**Saved entries**
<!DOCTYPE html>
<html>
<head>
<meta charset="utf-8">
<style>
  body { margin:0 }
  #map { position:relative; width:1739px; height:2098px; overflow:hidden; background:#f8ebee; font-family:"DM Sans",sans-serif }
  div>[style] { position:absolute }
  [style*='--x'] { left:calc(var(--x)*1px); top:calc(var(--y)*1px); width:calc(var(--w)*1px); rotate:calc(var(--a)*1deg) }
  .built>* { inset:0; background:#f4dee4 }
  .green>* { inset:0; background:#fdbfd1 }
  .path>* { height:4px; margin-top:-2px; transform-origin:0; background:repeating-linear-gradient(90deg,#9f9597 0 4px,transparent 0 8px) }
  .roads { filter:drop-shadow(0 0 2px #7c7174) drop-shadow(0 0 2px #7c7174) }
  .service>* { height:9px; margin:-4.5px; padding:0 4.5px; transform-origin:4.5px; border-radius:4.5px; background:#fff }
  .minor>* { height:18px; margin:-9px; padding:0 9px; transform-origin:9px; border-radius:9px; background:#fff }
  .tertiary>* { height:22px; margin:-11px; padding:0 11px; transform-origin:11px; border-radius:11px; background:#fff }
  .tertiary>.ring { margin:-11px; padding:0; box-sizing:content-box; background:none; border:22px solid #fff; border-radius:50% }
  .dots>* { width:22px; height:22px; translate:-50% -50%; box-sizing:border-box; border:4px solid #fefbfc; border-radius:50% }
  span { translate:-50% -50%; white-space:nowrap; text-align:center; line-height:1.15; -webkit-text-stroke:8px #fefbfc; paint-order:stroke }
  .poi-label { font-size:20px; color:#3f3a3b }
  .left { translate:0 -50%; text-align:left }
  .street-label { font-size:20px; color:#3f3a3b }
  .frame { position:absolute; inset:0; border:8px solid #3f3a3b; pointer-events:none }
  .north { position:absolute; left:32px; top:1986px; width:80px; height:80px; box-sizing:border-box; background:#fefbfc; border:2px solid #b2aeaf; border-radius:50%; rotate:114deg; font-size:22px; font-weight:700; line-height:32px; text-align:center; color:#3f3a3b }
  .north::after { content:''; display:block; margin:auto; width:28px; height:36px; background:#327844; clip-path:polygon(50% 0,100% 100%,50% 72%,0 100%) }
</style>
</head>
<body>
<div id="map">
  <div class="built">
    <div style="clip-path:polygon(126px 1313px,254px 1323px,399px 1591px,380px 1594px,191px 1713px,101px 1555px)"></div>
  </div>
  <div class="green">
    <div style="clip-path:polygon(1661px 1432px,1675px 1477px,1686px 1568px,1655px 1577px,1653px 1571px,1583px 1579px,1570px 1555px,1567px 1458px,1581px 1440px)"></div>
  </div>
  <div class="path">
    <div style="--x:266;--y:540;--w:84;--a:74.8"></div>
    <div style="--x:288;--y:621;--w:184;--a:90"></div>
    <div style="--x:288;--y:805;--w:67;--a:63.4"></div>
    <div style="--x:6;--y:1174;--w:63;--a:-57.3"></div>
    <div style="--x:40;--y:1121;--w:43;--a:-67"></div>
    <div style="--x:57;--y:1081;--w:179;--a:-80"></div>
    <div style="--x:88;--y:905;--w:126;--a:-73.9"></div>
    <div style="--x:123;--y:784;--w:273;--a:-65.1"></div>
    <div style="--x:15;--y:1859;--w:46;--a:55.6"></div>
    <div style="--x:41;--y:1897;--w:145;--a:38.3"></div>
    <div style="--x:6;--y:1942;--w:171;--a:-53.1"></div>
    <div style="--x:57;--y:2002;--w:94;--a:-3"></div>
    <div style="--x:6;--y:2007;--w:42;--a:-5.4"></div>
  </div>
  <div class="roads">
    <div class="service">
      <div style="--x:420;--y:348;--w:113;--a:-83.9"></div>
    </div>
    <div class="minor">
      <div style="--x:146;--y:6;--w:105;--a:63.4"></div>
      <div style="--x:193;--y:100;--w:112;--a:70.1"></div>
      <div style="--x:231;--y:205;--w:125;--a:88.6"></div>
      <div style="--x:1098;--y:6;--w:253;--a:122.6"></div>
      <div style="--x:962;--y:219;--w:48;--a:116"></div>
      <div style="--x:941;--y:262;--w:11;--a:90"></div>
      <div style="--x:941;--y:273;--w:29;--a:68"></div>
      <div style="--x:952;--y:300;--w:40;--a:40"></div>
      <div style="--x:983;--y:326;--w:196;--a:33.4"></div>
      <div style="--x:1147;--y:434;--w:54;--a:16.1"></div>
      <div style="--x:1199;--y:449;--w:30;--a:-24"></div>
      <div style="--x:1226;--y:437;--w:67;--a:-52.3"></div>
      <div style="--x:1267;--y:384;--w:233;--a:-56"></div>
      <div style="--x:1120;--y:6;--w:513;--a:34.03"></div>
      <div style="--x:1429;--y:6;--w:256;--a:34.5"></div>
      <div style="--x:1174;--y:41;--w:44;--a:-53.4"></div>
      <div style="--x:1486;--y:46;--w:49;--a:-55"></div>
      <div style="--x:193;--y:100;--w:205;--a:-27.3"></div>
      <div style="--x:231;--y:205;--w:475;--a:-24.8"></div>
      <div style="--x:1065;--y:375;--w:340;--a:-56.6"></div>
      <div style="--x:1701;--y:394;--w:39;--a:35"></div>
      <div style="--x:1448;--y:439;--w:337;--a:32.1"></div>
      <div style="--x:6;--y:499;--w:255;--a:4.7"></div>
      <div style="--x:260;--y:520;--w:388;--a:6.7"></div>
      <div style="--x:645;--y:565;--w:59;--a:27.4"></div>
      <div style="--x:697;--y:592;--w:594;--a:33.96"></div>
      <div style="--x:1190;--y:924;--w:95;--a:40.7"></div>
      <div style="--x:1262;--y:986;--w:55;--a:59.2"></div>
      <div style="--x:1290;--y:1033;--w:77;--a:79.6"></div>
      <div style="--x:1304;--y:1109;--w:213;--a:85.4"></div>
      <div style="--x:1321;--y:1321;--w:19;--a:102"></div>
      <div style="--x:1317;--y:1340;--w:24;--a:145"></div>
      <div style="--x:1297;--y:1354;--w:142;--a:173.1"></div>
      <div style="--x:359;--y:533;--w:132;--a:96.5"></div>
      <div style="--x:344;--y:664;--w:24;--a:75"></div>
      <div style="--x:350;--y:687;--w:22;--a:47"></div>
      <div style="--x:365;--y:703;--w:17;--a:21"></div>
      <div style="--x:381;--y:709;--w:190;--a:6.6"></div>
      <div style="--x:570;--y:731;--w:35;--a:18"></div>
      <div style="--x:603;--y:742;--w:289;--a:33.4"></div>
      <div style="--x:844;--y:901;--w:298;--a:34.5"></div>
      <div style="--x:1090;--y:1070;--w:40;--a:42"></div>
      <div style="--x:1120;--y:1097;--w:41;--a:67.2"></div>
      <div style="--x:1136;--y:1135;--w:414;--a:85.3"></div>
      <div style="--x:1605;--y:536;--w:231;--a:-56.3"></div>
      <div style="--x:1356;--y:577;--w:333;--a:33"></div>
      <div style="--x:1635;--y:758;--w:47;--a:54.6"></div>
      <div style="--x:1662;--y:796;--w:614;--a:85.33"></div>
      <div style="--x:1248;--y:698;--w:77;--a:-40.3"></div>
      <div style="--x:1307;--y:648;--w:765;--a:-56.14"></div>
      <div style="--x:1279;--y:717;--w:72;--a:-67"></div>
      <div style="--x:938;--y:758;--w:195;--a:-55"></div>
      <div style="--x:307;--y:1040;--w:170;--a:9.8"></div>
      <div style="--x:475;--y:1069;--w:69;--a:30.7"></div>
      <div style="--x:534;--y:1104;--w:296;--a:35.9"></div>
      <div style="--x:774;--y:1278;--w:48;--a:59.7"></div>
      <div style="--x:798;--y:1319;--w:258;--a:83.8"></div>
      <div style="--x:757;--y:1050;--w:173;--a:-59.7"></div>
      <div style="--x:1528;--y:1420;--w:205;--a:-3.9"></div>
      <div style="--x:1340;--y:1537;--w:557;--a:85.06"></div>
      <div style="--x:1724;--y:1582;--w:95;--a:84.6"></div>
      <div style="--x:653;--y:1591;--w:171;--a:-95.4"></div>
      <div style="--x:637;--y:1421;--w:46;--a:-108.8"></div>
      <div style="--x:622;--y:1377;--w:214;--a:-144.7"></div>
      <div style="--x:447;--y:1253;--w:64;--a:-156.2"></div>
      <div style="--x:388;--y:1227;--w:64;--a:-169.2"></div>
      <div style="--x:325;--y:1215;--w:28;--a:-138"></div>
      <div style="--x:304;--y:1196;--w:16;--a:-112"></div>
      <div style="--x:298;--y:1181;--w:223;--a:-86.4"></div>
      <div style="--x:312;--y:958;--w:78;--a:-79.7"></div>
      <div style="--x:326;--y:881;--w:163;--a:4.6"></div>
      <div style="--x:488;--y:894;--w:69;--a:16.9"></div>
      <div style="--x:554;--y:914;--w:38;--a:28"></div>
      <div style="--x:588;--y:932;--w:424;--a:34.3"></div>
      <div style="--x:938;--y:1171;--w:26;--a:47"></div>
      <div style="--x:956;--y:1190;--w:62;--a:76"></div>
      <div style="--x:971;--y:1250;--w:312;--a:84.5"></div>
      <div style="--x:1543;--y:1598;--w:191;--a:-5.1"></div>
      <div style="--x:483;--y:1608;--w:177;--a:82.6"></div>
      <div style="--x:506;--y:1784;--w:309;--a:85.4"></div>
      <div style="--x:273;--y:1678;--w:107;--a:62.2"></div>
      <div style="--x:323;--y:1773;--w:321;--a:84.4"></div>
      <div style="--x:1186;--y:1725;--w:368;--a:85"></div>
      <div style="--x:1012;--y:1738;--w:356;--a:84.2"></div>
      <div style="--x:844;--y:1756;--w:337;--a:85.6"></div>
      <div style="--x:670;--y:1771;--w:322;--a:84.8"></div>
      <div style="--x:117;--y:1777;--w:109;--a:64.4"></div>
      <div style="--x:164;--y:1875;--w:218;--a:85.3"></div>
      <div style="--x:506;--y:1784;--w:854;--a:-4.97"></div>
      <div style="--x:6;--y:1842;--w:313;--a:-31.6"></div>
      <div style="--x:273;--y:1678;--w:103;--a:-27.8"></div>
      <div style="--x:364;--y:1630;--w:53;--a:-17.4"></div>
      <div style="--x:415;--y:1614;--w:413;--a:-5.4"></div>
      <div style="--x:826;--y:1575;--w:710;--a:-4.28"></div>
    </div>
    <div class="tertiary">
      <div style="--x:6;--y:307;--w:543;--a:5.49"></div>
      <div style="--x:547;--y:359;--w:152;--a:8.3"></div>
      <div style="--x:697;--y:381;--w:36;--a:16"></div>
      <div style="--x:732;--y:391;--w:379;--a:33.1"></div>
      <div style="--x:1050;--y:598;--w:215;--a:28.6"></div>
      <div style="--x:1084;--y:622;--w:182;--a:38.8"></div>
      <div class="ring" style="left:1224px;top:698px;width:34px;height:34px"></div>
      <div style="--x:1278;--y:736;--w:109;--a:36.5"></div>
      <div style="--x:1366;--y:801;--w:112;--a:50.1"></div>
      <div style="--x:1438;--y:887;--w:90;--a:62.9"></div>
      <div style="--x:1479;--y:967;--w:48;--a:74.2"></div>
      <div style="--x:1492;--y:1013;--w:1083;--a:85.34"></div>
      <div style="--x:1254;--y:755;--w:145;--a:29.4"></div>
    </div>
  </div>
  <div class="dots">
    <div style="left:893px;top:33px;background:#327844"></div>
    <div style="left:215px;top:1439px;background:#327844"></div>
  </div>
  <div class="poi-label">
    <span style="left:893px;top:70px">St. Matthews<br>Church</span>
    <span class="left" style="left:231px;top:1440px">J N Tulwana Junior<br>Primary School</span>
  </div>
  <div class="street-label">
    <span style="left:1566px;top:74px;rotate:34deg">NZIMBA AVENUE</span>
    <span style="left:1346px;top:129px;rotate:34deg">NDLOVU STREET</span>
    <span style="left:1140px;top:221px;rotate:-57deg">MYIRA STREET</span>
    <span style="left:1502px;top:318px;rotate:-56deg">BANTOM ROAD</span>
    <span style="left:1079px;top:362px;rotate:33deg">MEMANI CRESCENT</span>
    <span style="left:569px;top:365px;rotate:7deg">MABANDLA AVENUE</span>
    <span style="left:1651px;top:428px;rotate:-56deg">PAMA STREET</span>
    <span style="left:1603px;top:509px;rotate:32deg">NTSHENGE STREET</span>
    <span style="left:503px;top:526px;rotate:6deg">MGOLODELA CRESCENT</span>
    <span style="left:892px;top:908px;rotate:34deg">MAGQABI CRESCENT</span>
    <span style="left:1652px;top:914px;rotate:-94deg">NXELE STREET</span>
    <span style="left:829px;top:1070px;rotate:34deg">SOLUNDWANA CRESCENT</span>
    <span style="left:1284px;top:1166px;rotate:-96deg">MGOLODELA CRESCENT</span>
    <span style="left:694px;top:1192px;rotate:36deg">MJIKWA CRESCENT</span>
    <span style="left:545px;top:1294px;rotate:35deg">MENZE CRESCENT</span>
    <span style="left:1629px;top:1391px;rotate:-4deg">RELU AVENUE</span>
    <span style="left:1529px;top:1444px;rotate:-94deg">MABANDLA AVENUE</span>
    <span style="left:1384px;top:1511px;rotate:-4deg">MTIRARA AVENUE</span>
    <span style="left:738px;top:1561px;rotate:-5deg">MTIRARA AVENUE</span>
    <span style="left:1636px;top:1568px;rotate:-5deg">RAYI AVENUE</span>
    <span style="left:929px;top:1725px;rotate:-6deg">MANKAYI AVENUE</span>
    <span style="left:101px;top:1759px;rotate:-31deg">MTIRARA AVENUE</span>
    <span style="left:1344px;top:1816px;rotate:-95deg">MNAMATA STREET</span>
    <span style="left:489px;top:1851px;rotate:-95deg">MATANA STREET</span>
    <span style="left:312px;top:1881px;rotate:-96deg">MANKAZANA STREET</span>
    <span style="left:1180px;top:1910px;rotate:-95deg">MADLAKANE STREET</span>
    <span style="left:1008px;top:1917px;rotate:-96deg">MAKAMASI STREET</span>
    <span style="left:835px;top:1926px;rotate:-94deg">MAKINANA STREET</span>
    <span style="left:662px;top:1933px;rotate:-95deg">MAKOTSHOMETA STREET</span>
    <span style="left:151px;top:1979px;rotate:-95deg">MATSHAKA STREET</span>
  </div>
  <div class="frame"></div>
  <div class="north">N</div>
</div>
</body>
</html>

**How to complete this task**
Reproduce precisely, and with no line left out, each line from the top of the entries through the line that carries "height:4px; margin-top:-2px; transform-origin:0;".

**Exercise result**
<!DOCTYPE html>
<html>
<head>
<meta charset="utf-8">
<style>
  body { margin:0 }
  #map { position:relative; width:1739px; height:2098px; overflow:hidden; background:#f8ebee; font-family:"DM Sans",sans-serif }
  div>[style] { position:absolute }
  [style*='--x'] { left:calc(var(--x)*1px); top:calc(var(--y)*1px); width:calc(var(--w)*1px); rotate:calc(var(--a)*1deg) }
  .built>* { inset:0; background:#f4dee4 }
  .green>* { inset:0; background:#fdbfd1 }
  .path>* { height:4px; margin-top:-2px; transform-origin:0; background:repeating-linear-gradient(90deg,#9f9597 0 4px,transparent 0 8px) }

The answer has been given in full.